WHAT YOU ARE ASKED TO DO
From the records below, copy out each line that has the word "align".

Stored records:
⟨

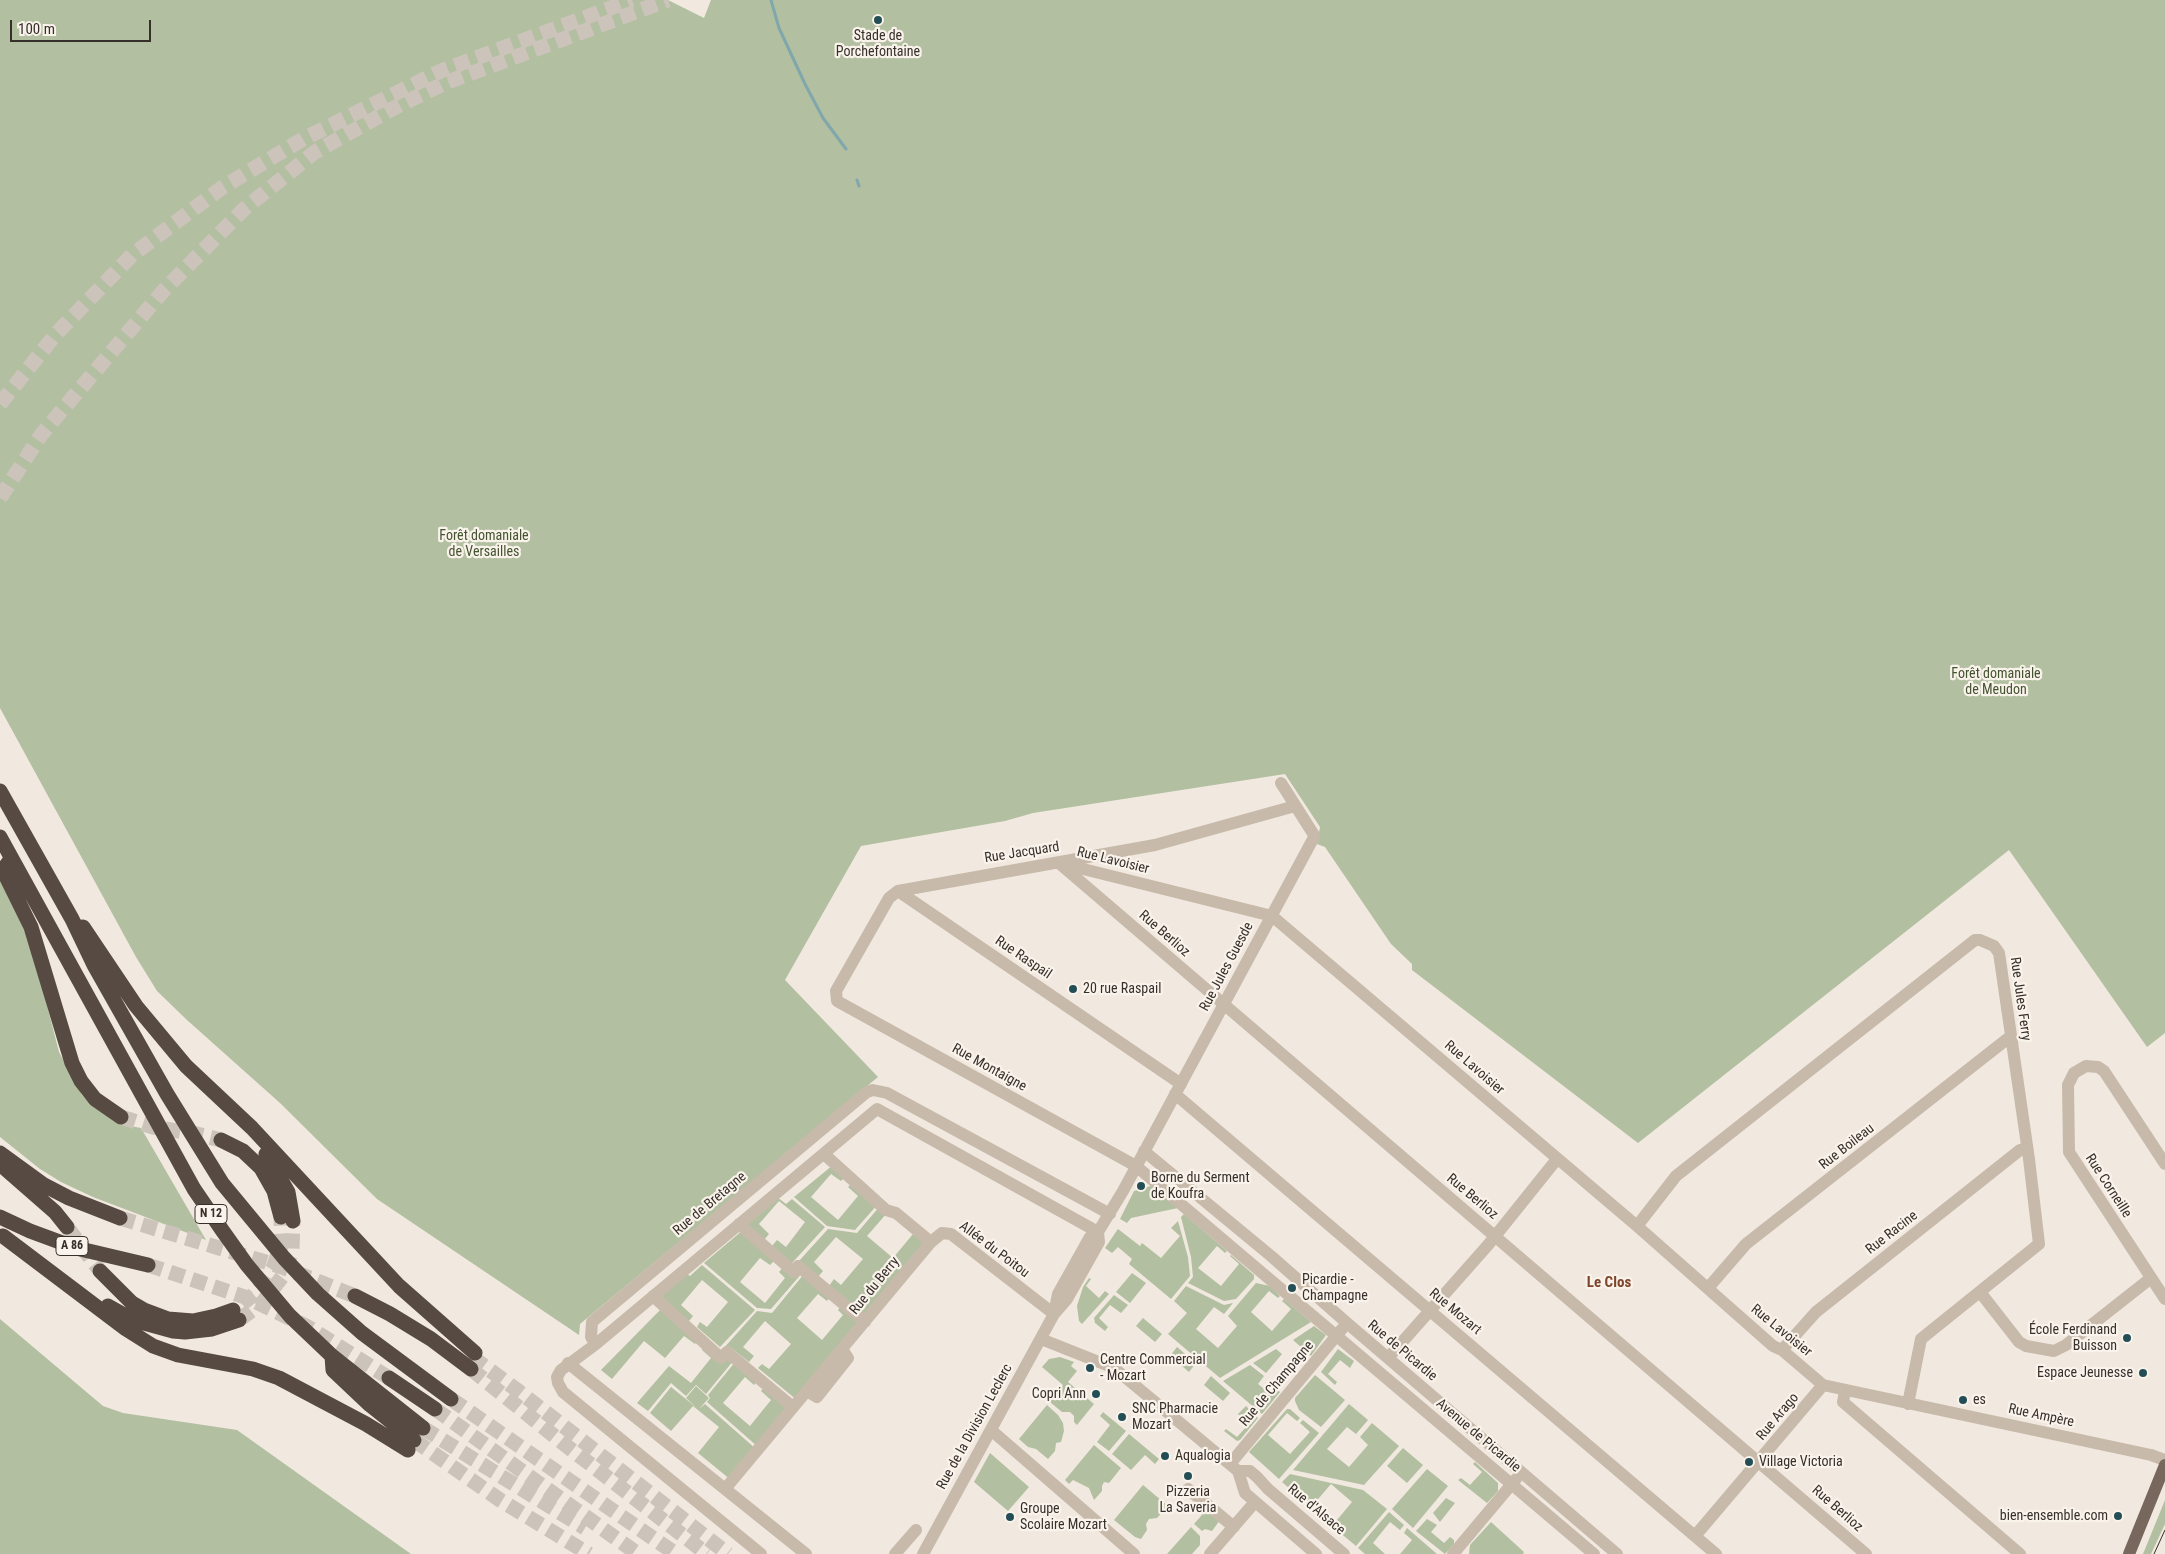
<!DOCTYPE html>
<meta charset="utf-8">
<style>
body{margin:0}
#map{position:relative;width:2165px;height:1554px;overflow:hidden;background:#f1e9df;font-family:"Roboto Condensed",sans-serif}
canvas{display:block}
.scale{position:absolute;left:10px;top:20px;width:141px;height:22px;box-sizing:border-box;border:2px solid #362f2a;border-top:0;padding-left:6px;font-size:15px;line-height:18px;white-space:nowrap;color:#362f2a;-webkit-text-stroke:4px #f9f3eb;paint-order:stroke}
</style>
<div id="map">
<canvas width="2165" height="1554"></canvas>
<div class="scale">100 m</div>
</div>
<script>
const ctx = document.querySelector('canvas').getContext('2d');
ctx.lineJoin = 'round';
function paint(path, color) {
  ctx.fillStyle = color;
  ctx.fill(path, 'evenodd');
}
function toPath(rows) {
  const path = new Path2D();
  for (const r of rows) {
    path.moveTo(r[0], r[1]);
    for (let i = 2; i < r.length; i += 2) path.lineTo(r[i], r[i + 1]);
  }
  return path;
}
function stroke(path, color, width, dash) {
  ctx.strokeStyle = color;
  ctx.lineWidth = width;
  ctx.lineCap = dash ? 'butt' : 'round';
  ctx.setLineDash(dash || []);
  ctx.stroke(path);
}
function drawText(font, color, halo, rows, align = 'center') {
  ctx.font = font + ' "Roboto Condensed",sans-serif';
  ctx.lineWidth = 4.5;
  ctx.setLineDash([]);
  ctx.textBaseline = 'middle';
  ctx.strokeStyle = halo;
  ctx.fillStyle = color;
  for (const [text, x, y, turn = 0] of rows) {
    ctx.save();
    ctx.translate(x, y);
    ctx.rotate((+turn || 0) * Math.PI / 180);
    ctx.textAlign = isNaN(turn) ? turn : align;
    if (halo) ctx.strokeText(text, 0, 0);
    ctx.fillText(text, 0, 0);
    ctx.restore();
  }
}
paint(toPath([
 [0,0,668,0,704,18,711,0,2165,0,2165,1033,2147,1047,2009,850,1638,1143,1412,970,1412,964,1391,944,1325,847,1317,844,1320,827,1285,774,1033,813,1005,821,861,846,785,980,878,1077,580,1324,579,1335,377,1199,280,1103,187,1020,157,991,136,957,0,708],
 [0,877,23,926,39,975,59,1052,82,1095,95,1108,110,1117,125,1125,141,1128,206,1240,93,1197,61,1182,40,1169,0,1137],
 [833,1165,846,1176,841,1181,831,1174,811,1197,838,1220,858,1196,848,1187,853,1182,878,1204,855,1230,827,1226,794,1197],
 [1151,1186,1178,1208,1131,1218,1127,1223,1120,1219,1134,1191],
 [777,1197,786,1204,792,1199,825,1227,792,1263,772,1246,777,1240,786,1247,805,1222,779,1201,759,1224,769,1234,764,1240,745,1224],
 [880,1206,887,1213,867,1236,893,1258,913,1234,929,1242,866,1318,829,1286,834,1279,841,1285,863,1259,836,1237,814,1262,823,1271,818,1277,799,1261,828,1229,857,1233],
 [1184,1214,1227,1251,1225,1253,1217,1246,1198,1268,1221,1286,1239,1264,1230,1256,1231,1255,1254,1275,1254,1279,1236,1299,1224,1301,1188,1283,1193,1277,1191,1257,1181,1217],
 [1178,1221,1188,1257,1190,1276,1171,1299,1129,1264,1132,1259,1118,1247,1112,1253,1105,1248,1118,1229,1140,1246,1142,1243,1161,1258,1180,1236,1171,1228],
 [743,1230,776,1259,770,1265,760,1258,740,1282,765,1303,785,1278,779,1272,784,1266,803,1272,771,1309,757,1308,704,1263],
 [702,1265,755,1310,720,1347,697,1327,700,1322,707,1327,728,1302,702,1280,681,1305,693,1316,689,1321,659,1296,686,1273,690,1276],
 [1132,1273,1146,1283,1130,1303,1116,1292],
 [804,1274,831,1296,827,1301,818,1294,797,1318,822,1340,843,1315,838,1310,842,1305,861,1322,797,1400,758,1368,762,1364,769,1369,791,1344,765,1321,743,1347,754,1356,749,1362,730,1347,724,1352,722,1350,757,1311,772,1313],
 [1089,1278,1091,1279,1086,1286,1099,1298,1105,1291,1109,1294,1082,1324,1079,1321,1077,1306,1083,1287],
 [1256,1283,1270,1286,1280,1296,1278,1298,1269,1291,1251,1312,1272,1331,1291,1309,1282,1301,1284,1299,1311,1322,1220,1378,1168,1334,1187,1313,1174,1301,1186,1286,1224,1305,1233,1303,1224,1314,1214,1307,1196,1329,1218,1348,1237,1326,1228,1316],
 [1114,1295,1128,1305,1121,1313,1110,1305,1099,1318,1108,1327,1105,1331,1095,1323,1094,1318],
 [662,1308,698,1340,695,1344,684,1336,665,1358,644,1341,612,1379,601,1370],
 [1143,1318,1162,1334,1155,1342,1136,1326],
 [0,1319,103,1406,123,1413,237,1430,411,1554,0,1554],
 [1314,1326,1326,1335,1311,1356,1293,1340],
 [705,1346,734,1360,706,1394,696,1385,686,1396,671,1383,648,1411,637,1403,669,1366,691,1383,711,1358,702,1350],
 [1177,1347,1196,1363,1189,1372,1170,1356],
 [1276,1349,1282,1354,1266,1373,1253,1363],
 [1338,1349,1354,1361,1350,1368,1340,1360,1328,1374,1337,1382,1335,1385,1321,1372],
 [1060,1357,1074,1362,1071,1366,1077,1371,1068,1382,1094,1404,1077,1425,1074,1422,1074,1416,1070,1412,1062,1412,1050,1402,1063,1385,1042,1367,1049,1359],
 [736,1361,758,1380,754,1385,745,1377,723,1403,750,1426,771,1400,761,1391,765,1386,790,1407,758,1447,707,1402,710,1398,708,1395],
 [1250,1365,1264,1376,1258,1384,1272,1395,1277,1389,1280,1392,1262,1414,1223,1381],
 [1315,1375,1345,1400,1321,1427,1299,1410,1295,1401,1295,1398],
 [1211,1376,1230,1393,1223,1401,1204,1385],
 [696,1386,709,1398,699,1409,705,1404,756,1449,731,1480,698,1453,719,1427,693,1406,671,1431,650,1413,671,1387,697,1408,686,1398],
 [1349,1404,1368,1420,1356,1434,1347,1427,1327,1449,1349,1467,1368,1445,1360,1437,1372,1423,1399,1446,1364,1485,1293,1470],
 [1047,1405,1058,1415,1063,1423,1064,1431,1061,1442,1056,1443,1055,1451,1048,1459,1036,1449,1028,1447,1019,1439],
 [1246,1406,1258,1418,1240,1440,1237,1441,1224,1431,1226,1429,1237,1437,1249,1424,1238,1414],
 [1287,1409,1290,1409,1300,1418,1297,1421,1287,1413,1268,1435,1290,1454,1310,1432,1300,1423,1303,1420,1319,1433,1279,1479,1249,1452],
 [1103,1412,1126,1431,1109,1451,1097,1442,1110,1425,1100,1416],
 [1129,1434,1159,1459,1155,1464,1145,1455,1131,1470,1112,1454],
 [1094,1445,1121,1468,1109,1483,1104,1482,1102,1486,1102,1491,1094,1500,1089,1488,1073,1480,1069,1484,1065,1480],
 [1403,1448,1423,1465,1407,1483,1387,1466],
 [990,1453,1029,1487,1008,1511,974,1482],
 [1475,1462,1498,1483,1498,1491,1487,1503,1458,1480,1461,1478,1470,1485,1482,1472,1473,1464],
 [1427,1469,1448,1486,1413,1528,1392,1509],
 [1290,1474,1363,1490,1387,1509,1356,1546,1332,1526,1352,1502,1331,1484,1313,1505,1321,1513,1320,1515,1282,1482],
 [1143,1485,1168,1506,1157,1518,1149,1519,1146,1524,1147,1530,1141,1539,1135,1537,1114,1520],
 [1446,1498,1455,1503,1440,1522,1433,1513],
 [2165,1500,2165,1524,2151,1554,2143,1554],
 [1207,1509,1220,1520,1212,1531,1205,1529,1202,1531,1194,1524],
 [1389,1512,1404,1525,1400,1530,1390,1522,1373,1543,1385,1554,1365,1554,1358,1548],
 [1427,1519,1437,1525,1431,1532,1444,1543,1450,1537,1454,1540,1454,1544,1445,1554,1416,1531],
 [1491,1522,1524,1552,1523,1554,1469,1554,1470,1545],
 [1191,1527,1200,1536,1200,1545,1192,1554,1167,1554],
 [1407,1528,1437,1554,1400,1554,1412,1540,1404,1533]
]), '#b2bfa0');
stroke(toPath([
 [771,0,779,28,805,84,823,118,846,149],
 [857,180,859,186]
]), '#80a7ab', 3);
stroke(toPath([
 [0,404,55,335,132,255,223,187,303,139,441,71,632,0],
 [0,498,41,435,164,290,244,209,315,152,392,109,445,83,668,0],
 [121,1117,153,1127,197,1134,221,1140],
 [120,1218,282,1267,355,1296],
 [67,1227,100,1271],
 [148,1265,248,1298,308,1327,389,1378],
 [242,1304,258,1291,273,1268,282,1243,281,1217],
 [239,1320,263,1302,285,1273,292,1249,293,1221],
 [472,1357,517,1390,728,1554],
 [471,1369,568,1447,707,1554],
 [451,1399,676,1554],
 [435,1409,638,1554],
 [423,1428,585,1528],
 [414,1440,500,1500,589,1554]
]), '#ccc4bb', 15, [15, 8]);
stroke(toPath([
 [1295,806,1155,845,898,891,889,898,836,991,837,1001,1136,1166,1594,1554],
 [1060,864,1866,1554],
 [1063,864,1272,916,1637,1226,1773,1346,1782,1350,1823,1385,2151,1455,2165,1460],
 [898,891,1181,1084],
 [1175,1094,1716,1554],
 [1144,1151,1271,1256,1347,1323,1617,1554],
 [824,1154,886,1210,896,1213,931,1242],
 [2165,1164,2104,1071,2098,1067,2086,1066,2074,1073,2068,1085,2069,1152,2165,1299],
 [739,1224,794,1272,798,1266,865,1322],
 [1637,1226,1676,1176,1975,940,1980,940,1994,946,1999,953,2029,1159,2039,1244,1921,1339,1908,1404],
 [1708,1288,1746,1244,2011,1036],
 [1980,1292,2019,1342,2026,1346,2054,1351,2066,1345,2151,1278],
 [653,1296,721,1358,727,1352,793,1407],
 [1054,1314,1058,1294,1090,1237,1098,1232,1123,1191,1313,839,1314,835,1281,783],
 [1041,1339,1114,1368,1238,1471,1245,1493,1316,1554],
 [596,1344,591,1337,592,1322,867,1092,873,1090,887,1093,1110,1214],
 [1782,1350,1816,1312,2020,1150,2027,1148],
 [1388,1358,1488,1245,1557,1159],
 [568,1363,806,1554],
 [807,1391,817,1397,848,1358,842,1349],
 [1845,1391,1843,1402,2020,1554],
 [991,1430,1134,1554],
 [1230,1464,1342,1329],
 [1238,1471,1250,1471,1257,1477,1268,1489,1344,1554],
 [725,1489,931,1242,942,1233,951,1234,1054,1314],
 [1188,1489,1234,1527],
 [1695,1536,1823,1385],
 [761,1554,563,1392,558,1383,557,1377,561,1370,596,1344,877,1109,1098,1232],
 [895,1554,916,1530],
 [923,1554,1054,1314,1067,1299,1099,1242,1098,1232],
 [1210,1554,1255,1502],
 [1453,1554,1516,1479]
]), '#c8baab', 12);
stroke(toPath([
 [2129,1554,2165,1465]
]), '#77675c', 12);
stroke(toPath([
 [0,791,72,919,94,965,167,1094,222,1183,284,1258,318,1294,362,1333,451,1399],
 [0,837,194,1189,222,1230,247,1265,290,1316,332,1356,423,1428],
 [11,859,3,870,31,927,72,1063,81,1081,95,1099,121,1117],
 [83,927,136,1006,186,1066,252,1128,399,1286,475,1353],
 [221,1140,243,1151,261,1168,274,1191,281,1217],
 [0,1153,44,1185,69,1198,120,1218],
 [266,1154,288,1192,293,1221],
 [0,1164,55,1212,67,1227],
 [0,1217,30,1231,76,1248,148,1265],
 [3,1236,126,1329,153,1346,178,1355,253,1369,279,1378,366,1424,408,1450],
 [100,1271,132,1303,144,1310,168,1319,193,1321,216,1316,233,1310],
 [355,1296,390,1314,431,1339,471,1369],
 [108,1306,133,1320,173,1331,185,1332,212,1329,239,1320],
 [332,1356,333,1370,370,1405,414,1440],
 [389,1378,435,1409]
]), '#574a42', 15);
stroke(toPath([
 [2154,1554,2165,1530]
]), '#362f2a', 1);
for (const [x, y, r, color] of [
 [878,20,5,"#234e55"],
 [1073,989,5,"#234e55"],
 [1141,1186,5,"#234e55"],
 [1292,1288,5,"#234e55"],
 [2127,1338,5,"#234e55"],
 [1090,1368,5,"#234e55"],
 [2143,1373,5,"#234e55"],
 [1096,1394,5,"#234e55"],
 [1963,1400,5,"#234e55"],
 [1122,1417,5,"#234e55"],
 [1165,1456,5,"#234e55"],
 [1749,1462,5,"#234e55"],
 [1188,1476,5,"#234e55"],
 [2118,1516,5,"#234e55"],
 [1010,1517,5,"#234e55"]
]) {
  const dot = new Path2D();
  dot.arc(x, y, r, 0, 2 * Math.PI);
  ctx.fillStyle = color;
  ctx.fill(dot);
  stroke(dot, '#f9f3eb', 2);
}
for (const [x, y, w] of [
 [211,1214,32],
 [72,1246,32]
]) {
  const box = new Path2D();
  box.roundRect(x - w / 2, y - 9.5, w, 19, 4);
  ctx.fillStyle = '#f9f3eb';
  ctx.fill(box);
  stroke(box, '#362f2a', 1);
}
drawText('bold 12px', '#362f2a', null, [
 ["N 12",211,1214],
 ["A 86",72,1246]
]);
drawText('14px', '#362f2a', '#f9f3eb', [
 ["Stade de",878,36,"center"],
 ["Porchefontaine",878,52,"center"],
 ["20 rue Raspail",1083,989],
 ["Borne du Serment",1151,1178],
 ["de Koufra",1151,1194],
 ["Picardie -",1302,1280],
 ["Champagne",1302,1296],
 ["École Ferdinand",2117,1330,"right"],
 ["Buisson",2117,1346,"right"],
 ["Centre Commercial",1100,1360],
 ["- Mozart",1100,1376],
 ["Espace Jeunesse",2133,1373,"right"],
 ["Copri Ann",1086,1394,"right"],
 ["es",1973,1400],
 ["SNC Pharmacie",1132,1409],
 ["Mozart",1132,1425],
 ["Aqualogia",1175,1456],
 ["Village Victoria",1759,1462],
 ["Pizzeria",1188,1492,"center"],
 ["La Saveria",1188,1508,"center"],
 ["Groupe",1020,1509],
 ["Scolaire Mozart",1020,1525],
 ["bien-ensemble.com",2108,1516,"right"]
], 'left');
drawText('14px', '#445330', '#f9f3eb', [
 ["Forêt domaniale",484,536],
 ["de Versailles",484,552],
 ["Forêt domaniale",1996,674],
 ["de Meudon",1996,690]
]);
drawText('14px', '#362f2a', '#f9f3eb', [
 ["Rue Jacquard",1022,853,-9],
 ["Rue Lavoisier",1113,861,14],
 ["Rue Berlioz",1164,934,41],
 ["Rue Raspail",1023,958,34],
 ["Rue Jules Guesde",1227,967,-62],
 ["Rue Jules Ferry",2020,999,82],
 ["Rue Montaigne",989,1068,29],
 ["Rue Lavoisier",1474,1068,41],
 ["Rue Boileau",1847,1147,-38],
 ["Rue Corneille",2108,1186,57],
 ["Rue Berlioz",1472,1197,40],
 ["Rue de Bretagne",710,1204,-40],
 ["Rue Racine",1892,1233,-38],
 ["Allée du Poitou",994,1250,37],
 ["Rue du Berry",875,1286,-51],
 ["Rue Mozart",1455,1312,40],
 ["Rue Lavoisier",1781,1331,39],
 ["Rue de Picardie",1402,1351,40],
 ["Rue de Champagne",1277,1384,-50],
 ["Rue Ampère",2041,1416,12],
 ["Rue Arago",1778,1417,-50],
 ["Rue de la Division Leclerc",975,1427,-61],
 ["Avenue de Picardie",1478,1436,40],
 ["Rue Berlioz",1837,1509,41],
 ["Rue d'Alsace",1316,1510,40]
]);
drawText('bold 15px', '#7f442a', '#f9f3eb', [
 ["Le Clos",1609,1283]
]);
</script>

⟩

RESULT OF THE EXERCISE
function drawText(font, color, halo, rows, align = 'center') {
    ctx.textAlign = isNaN(turn) ? turn : align;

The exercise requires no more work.